The part about proving he could be trusted not to spill his guts was OK. Whoever they were, they would notice that. A spell in jail without talking was a rite of passage. A badge of honor. Counted for a lot. Good thinking, Hubble.
Unfortunately the other part was pretty shaky. They couldn’t get to him in here? He had to be joking. No better place in the world to ace a guy than prison. You know where he is, you’ve got all the time you need. Lots of people who’ll do it for you. Lots of opportunity. Cheap, too. On the street, a hit would cost you what? A grand, two grand? Plus a risk. Inside, it costs you a carton of cigarettes. Plus no risk. Because nobody would notice. No, prison was not a safe hiding place. Bad thinking, Hubble. And there was another flaw, too.
“What are you going to do on Monday?” I asked him. “You’ll be back home, doing whatever you do. You’ll be walking around Margrave or Atlanta or wherever it is you walk around. If they’re after you, won’t they get you then?”
He started up with the thinking again. Going at it like crazy. He hadn’t thought very far ahead before. Yesterday afternoon it had been blind panic. Deal with the present. Not a bad principle. Except pretty soon the future rolls in and that needs dealing with, too.
“I’m just hoping for the best,” Hubble said. “I sort of felt if they wanted to get me, they might cool off after a while. I’m very useful to them. I hope they’ll think about that. Right now it’s a very tense situation. But it’s all going to calm back down very soon. I might just make it through. If they get me, they get me. I don’t care anymore. It’s my family I’m worried about.”
He stopped and shrugged. Blew a sigh. Not a bad guy. He hadn’t set out to be some big criminal. It had crept up on the blind side. Sucked him in so gently he hadn’t noticed. Until he wanted out. If he was very lucky they wouldn’t break all his bones until after he was dead.
“How much does your wife know?” I asked him.
He glanced over. An expression of horror on his face.
“Nothing,” he said. “Nothing at all. I haven’t told her anything. Not a thing. I couldn’t. It’s all my secret. Nobody else knows a thing.”
“You’ll have to tell her something,” I said. “She’s sure to have noticed you’re not at home, vacuuming the pool or whatever you do on the weekend.”
I was just trying to lighten it up, but it didn’t work out. Hubble went quiet. Misting over again at the thought of his backyard in the early fall sunlight. His wife maybe fussing over rosebushes or whatever. His kids darting about shrieking. Maybe they had a dog. And a three-car garage with European sedans waiting to be hosed off. A basketball hoop over the middle door waiting for the nine-year-old to grow strong enough to dunk the heavy ball. A flag over the porch. Early leaves waiting to be swept. Family life on a Saturday. But not this Saturday.
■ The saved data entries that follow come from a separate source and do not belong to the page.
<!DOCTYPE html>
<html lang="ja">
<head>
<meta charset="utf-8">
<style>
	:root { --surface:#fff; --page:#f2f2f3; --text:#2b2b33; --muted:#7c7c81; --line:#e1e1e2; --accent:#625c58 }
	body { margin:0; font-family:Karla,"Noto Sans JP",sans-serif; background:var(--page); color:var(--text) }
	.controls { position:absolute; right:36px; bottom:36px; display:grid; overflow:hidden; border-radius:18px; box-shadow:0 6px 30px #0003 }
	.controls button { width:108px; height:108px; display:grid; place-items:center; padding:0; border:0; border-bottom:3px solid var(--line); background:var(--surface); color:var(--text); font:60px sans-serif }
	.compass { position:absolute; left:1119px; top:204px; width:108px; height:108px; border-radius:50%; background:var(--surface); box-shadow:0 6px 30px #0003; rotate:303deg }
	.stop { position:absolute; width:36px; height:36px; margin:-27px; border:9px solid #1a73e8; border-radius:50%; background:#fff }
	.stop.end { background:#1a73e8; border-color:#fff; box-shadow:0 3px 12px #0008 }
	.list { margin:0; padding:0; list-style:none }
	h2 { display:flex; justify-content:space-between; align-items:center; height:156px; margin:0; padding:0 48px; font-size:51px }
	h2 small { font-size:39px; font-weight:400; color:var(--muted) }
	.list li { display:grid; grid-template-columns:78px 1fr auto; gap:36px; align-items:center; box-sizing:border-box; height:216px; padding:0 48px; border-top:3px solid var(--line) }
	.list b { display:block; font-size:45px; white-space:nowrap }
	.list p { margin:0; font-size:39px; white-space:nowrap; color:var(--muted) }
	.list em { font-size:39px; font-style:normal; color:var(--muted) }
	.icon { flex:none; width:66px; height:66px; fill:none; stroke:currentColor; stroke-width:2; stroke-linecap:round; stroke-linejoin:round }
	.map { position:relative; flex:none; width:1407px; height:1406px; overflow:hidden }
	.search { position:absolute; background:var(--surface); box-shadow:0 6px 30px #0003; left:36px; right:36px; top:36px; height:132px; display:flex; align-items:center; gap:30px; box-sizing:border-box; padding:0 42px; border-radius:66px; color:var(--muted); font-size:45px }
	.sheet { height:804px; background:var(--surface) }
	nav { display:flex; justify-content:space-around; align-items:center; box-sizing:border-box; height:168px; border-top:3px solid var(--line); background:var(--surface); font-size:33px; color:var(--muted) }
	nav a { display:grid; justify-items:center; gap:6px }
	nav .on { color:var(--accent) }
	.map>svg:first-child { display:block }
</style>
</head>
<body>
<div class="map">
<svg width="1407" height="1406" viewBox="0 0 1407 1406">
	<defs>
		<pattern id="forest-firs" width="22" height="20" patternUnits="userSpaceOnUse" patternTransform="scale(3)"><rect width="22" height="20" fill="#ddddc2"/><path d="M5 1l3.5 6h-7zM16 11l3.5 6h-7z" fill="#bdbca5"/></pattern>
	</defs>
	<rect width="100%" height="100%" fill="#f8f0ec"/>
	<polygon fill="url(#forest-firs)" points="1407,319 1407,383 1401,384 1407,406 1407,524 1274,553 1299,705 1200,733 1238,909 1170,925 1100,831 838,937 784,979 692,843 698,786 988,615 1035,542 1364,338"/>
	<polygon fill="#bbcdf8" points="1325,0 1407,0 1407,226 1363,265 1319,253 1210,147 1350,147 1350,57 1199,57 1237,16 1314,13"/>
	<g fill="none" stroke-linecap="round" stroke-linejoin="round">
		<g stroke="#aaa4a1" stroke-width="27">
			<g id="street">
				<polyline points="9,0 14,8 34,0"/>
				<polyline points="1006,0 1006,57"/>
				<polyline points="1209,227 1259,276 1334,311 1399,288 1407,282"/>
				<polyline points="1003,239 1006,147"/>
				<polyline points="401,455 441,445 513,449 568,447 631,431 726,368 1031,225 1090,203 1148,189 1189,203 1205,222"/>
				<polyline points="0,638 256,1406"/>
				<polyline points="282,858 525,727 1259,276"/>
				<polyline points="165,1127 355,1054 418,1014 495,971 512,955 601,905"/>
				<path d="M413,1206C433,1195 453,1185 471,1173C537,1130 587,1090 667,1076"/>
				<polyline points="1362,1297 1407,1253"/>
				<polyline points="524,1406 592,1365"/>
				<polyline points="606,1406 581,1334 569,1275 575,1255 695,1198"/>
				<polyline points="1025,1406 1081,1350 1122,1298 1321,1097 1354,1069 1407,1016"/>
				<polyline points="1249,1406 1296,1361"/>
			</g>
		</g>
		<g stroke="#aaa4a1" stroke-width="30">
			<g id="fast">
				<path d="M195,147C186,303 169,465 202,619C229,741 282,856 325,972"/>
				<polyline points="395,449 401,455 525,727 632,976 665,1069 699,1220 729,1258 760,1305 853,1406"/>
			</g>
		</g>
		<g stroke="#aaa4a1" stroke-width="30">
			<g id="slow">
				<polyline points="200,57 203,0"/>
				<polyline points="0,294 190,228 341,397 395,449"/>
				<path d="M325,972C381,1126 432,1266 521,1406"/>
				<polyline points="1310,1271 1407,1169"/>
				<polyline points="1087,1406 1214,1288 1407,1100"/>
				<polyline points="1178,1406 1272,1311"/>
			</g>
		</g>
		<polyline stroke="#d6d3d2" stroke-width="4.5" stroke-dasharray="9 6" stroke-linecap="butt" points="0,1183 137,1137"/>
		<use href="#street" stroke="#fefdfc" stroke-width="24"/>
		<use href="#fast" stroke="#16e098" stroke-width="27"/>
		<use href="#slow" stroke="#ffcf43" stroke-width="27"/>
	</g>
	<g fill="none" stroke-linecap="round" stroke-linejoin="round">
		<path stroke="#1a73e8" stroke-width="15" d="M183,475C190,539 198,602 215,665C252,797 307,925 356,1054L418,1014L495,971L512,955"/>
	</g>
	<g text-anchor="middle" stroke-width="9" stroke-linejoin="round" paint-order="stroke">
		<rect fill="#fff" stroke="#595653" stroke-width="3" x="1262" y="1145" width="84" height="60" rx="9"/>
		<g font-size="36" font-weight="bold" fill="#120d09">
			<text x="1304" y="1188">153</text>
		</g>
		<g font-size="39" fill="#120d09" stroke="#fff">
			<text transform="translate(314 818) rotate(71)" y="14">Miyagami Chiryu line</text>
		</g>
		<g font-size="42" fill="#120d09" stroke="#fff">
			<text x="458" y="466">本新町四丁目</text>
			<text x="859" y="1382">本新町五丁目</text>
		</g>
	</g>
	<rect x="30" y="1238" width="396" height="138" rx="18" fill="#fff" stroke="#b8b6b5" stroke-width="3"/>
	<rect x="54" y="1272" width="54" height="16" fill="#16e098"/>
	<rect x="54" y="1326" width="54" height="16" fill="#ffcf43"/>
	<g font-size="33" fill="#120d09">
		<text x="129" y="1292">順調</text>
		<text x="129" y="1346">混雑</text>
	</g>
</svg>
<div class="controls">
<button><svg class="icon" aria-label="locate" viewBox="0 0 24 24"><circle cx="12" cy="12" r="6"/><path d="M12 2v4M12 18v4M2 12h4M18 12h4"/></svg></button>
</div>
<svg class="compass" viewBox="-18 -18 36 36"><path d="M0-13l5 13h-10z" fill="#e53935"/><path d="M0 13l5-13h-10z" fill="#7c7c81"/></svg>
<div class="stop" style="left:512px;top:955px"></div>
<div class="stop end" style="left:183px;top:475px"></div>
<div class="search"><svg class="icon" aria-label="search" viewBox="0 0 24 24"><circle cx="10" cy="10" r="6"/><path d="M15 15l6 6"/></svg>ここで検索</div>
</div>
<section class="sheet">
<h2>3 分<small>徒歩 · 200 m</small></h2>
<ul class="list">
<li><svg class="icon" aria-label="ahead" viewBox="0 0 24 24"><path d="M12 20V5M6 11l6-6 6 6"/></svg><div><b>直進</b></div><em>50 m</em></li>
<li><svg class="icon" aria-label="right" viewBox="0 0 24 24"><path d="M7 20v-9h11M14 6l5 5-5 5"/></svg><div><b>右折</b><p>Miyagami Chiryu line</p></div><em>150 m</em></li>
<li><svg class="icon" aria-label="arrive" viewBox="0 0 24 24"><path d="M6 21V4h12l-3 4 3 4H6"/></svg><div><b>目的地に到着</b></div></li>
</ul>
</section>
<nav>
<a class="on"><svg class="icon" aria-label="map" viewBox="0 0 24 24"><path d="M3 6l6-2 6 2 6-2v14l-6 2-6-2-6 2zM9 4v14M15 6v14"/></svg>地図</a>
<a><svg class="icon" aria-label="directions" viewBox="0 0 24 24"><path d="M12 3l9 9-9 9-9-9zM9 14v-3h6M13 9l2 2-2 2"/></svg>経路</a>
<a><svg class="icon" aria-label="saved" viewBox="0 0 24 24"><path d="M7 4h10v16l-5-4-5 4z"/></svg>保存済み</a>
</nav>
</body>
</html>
Not for this guy.
“Maybe she’ll think it’s all a mistake,” he said. “Maybe they’ve told her, I don’t know. We know one of the policemen, Dwight Stevenson. My brother married his wife’s sister. I don’t know what he’ll have said to her. I guess I’ll deal with that on Monday. I’ll say it was some kind of terrible mistake. She’ll believe it. Everybody knows mistakes are made.”
He was thinking out loud.
“Hubble?” I said. “What did the tall guy do to them that was liable to get himself shot in the head?”
He stood up and leaned on the wall. Rested his foot on the edge of the steel toilet pan. Looked at me. Wouldn’t answer. Now for the big question.